DUBLIN, Va. – Hundreds of veterans gathered in Dublin on Memorial Day to honor all service members lost in the line of duty.
“Places like this all over our country and around the world are citizens paused to reflect, remember, and to give thanks to those who when their country called answered, ‘send me,” said Major General Randall Fullhart. He was the speaker during the event.
The pledge of allegiance, a gun salute, roll call of veterans, and service songs began the ceremony.
“It means a lot to me because I was one of the fortunate ones to come back and I’d like to honor the ones unable to get back,” stated Korean War veteran Charles A. Johnson.
Johnson was one of a few Korean War veterans at the annual Southwest Virginia Veterans Cemetery Memorial Day ceremony. He was drafted into service just like James Toliver.
“I got this letter in the mail that said ‘Greetings, your neighbors and friends have chosen you to serve in the United States military,’” said Toliver, a Vietnam War veteran. “I ran out the back door hollering, ‘Who? Who chose me?’”
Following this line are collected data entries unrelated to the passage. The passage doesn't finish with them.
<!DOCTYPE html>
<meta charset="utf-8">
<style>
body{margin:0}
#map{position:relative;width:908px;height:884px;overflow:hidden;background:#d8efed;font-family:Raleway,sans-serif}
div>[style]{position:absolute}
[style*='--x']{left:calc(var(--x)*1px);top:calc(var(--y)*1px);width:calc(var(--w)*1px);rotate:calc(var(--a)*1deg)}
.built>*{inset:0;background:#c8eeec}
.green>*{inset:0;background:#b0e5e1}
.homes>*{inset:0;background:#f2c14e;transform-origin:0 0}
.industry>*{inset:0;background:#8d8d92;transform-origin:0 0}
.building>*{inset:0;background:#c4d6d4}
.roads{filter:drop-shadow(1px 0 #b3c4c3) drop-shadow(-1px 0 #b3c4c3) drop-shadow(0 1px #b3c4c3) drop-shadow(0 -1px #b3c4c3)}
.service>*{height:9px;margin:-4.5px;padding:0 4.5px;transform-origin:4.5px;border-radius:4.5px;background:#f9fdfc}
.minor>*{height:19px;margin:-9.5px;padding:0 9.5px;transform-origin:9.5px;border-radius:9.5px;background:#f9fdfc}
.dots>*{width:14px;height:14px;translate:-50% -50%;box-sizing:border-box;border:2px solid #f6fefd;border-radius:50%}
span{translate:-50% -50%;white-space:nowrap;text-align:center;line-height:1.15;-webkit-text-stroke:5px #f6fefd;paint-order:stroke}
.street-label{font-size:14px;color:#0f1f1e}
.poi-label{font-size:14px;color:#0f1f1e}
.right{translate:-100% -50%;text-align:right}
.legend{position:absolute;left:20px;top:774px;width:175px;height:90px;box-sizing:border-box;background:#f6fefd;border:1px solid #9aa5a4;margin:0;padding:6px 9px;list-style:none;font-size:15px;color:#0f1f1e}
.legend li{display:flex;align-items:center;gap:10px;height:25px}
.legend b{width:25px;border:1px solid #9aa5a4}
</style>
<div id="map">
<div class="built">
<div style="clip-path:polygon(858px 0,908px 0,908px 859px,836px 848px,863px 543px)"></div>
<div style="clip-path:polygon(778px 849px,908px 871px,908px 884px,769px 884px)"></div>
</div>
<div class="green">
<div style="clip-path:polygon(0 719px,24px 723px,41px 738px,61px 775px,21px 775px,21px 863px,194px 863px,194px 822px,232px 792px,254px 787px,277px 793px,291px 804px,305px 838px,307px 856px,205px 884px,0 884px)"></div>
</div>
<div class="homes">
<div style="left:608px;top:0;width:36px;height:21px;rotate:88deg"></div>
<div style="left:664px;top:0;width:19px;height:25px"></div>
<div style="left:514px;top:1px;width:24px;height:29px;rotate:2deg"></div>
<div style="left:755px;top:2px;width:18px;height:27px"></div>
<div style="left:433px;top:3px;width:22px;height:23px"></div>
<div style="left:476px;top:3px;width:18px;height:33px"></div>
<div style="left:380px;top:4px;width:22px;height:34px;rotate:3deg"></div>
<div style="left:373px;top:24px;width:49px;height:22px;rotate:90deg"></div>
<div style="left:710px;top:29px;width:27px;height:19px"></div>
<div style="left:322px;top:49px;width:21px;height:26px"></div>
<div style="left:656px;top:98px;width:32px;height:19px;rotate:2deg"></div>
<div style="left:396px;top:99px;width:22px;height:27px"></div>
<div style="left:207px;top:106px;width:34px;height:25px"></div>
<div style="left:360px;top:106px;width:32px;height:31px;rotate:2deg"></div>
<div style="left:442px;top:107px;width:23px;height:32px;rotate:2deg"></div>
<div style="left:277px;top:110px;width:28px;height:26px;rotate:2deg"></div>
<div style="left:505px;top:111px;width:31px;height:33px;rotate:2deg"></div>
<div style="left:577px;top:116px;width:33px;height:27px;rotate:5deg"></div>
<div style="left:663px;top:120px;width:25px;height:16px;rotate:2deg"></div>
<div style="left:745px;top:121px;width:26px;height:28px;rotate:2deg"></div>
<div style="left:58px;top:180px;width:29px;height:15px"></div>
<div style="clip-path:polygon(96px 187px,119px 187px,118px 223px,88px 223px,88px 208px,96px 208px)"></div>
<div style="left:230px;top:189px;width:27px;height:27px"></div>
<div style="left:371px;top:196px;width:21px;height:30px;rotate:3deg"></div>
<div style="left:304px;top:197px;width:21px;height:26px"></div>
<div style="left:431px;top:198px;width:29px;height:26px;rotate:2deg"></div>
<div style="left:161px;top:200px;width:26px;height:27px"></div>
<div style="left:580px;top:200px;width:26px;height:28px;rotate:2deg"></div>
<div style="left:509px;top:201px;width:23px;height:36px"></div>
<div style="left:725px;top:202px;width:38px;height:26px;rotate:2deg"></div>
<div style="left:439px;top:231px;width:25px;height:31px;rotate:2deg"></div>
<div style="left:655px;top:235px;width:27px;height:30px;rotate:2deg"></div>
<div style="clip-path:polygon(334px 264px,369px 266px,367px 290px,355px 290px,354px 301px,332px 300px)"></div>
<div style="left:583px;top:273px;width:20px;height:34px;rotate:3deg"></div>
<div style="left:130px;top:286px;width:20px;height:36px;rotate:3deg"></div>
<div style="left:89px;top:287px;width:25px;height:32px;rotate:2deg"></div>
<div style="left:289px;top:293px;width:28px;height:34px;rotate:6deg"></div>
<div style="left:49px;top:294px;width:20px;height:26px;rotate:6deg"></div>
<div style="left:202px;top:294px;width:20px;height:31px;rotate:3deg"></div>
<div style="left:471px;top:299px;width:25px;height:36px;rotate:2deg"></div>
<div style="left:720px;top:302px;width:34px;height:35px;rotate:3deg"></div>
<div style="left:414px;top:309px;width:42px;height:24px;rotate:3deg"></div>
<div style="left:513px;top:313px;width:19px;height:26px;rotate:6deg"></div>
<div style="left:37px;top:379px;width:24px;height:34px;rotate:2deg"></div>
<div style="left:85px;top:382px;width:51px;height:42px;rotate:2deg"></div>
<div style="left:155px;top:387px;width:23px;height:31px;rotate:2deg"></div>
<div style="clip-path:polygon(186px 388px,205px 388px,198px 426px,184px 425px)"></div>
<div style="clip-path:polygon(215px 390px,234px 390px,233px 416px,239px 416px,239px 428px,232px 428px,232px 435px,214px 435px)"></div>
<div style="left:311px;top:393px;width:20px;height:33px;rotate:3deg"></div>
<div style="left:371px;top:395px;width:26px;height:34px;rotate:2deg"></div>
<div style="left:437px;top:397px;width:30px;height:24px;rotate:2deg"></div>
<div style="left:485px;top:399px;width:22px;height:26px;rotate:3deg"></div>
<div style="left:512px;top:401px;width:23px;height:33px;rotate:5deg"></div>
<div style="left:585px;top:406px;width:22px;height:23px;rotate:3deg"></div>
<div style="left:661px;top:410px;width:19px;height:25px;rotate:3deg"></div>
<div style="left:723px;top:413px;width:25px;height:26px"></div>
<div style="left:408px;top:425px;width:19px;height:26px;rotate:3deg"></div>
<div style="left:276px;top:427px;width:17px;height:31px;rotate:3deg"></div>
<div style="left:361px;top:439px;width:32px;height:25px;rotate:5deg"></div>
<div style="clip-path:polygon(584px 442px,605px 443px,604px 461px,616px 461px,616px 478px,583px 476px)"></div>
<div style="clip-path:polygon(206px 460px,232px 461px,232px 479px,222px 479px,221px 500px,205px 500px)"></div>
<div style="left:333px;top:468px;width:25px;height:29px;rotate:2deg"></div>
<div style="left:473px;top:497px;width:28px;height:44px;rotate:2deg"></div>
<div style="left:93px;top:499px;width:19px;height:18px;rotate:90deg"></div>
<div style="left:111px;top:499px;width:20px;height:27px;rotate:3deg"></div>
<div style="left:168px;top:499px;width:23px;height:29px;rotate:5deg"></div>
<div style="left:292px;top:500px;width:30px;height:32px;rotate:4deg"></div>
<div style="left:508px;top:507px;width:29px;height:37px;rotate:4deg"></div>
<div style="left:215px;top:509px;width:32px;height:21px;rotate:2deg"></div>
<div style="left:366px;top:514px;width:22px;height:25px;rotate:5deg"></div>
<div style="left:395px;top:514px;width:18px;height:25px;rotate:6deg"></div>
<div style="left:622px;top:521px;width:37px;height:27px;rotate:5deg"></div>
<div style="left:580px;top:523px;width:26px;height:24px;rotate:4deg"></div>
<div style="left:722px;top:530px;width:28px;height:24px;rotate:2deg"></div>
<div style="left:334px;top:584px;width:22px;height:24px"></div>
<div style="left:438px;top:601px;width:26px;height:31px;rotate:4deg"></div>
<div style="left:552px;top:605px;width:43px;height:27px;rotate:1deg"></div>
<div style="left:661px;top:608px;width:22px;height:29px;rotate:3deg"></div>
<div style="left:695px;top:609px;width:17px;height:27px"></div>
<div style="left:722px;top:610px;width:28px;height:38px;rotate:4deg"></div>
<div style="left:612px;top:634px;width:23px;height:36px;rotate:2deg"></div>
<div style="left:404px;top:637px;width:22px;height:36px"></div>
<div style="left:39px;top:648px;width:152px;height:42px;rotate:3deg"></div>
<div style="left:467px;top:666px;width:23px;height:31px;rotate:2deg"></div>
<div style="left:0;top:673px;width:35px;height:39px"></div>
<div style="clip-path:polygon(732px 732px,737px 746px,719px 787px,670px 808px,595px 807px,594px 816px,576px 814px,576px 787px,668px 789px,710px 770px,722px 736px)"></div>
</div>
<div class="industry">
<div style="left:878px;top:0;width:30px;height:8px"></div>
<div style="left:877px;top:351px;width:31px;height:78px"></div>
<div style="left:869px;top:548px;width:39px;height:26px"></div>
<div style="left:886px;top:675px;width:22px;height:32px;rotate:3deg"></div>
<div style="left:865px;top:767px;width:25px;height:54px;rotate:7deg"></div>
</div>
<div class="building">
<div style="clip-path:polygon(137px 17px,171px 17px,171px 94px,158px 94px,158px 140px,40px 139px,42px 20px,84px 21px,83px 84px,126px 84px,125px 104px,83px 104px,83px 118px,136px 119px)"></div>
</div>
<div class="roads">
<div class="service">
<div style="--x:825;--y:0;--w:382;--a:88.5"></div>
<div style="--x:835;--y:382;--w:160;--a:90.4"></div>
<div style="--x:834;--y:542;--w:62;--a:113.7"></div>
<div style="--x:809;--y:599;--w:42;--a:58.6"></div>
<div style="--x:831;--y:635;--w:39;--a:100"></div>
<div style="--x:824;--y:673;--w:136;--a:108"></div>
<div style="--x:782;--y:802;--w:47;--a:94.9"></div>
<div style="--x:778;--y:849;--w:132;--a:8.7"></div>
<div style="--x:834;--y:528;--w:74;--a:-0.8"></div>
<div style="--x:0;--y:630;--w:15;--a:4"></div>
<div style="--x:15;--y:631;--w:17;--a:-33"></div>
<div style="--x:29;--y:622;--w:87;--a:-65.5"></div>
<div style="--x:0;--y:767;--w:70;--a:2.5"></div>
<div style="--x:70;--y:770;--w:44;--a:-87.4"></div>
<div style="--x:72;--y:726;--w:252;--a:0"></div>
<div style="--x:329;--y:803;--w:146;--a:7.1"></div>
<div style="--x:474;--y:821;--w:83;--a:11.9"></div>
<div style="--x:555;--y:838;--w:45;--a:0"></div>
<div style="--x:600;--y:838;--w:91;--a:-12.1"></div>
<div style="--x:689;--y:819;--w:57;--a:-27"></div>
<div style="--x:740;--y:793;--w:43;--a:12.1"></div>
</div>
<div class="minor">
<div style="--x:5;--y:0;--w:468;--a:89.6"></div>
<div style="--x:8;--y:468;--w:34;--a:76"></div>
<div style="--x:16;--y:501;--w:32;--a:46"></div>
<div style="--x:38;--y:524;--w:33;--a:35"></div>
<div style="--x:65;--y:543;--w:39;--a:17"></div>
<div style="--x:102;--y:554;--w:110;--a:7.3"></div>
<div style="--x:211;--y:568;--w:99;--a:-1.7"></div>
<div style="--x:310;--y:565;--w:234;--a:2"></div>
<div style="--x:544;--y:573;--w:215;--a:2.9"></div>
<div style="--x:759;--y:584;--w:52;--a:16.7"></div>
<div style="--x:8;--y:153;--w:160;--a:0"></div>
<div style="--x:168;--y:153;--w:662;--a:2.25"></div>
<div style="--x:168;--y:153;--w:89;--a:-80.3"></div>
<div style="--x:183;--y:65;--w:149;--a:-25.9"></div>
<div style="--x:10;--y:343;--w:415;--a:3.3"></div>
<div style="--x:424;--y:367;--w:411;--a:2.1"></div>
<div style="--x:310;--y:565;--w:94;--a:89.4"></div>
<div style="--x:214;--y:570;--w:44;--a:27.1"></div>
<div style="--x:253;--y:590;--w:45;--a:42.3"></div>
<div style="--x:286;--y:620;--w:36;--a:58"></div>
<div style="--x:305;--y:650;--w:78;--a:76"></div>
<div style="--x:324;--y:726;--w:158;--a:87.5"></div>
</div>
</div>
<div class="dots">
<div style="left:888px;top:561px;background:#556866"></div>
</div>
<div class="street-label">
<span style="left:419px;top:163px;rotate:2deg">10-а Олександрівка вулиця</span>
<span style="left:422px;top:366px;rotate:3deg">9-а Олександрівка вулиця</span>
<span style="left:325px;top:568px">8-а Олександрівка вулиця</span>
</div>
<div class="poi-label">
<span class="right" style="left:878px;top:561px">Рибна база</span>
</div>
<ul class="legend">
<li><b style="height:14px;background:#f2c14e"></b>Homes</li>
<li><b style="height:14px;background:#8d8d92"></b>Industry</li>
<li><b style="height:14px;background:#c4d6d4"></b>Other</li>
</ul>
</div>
The country chose him, and he answered the call.
Wreaths were placed to show respect to those men and women who never returned home, paying the ultimate sacrifice for our freedom.
Some form of Memorial Day recognition has been around since the 1860s, when it was known as ‘Decoration Day.’
“Fast forward to after World War I, it became an occasion for honoring those who died in all America’s wars,” explained Fullhart. He went on to add it’s that gratitude that such people served when our country needed them most.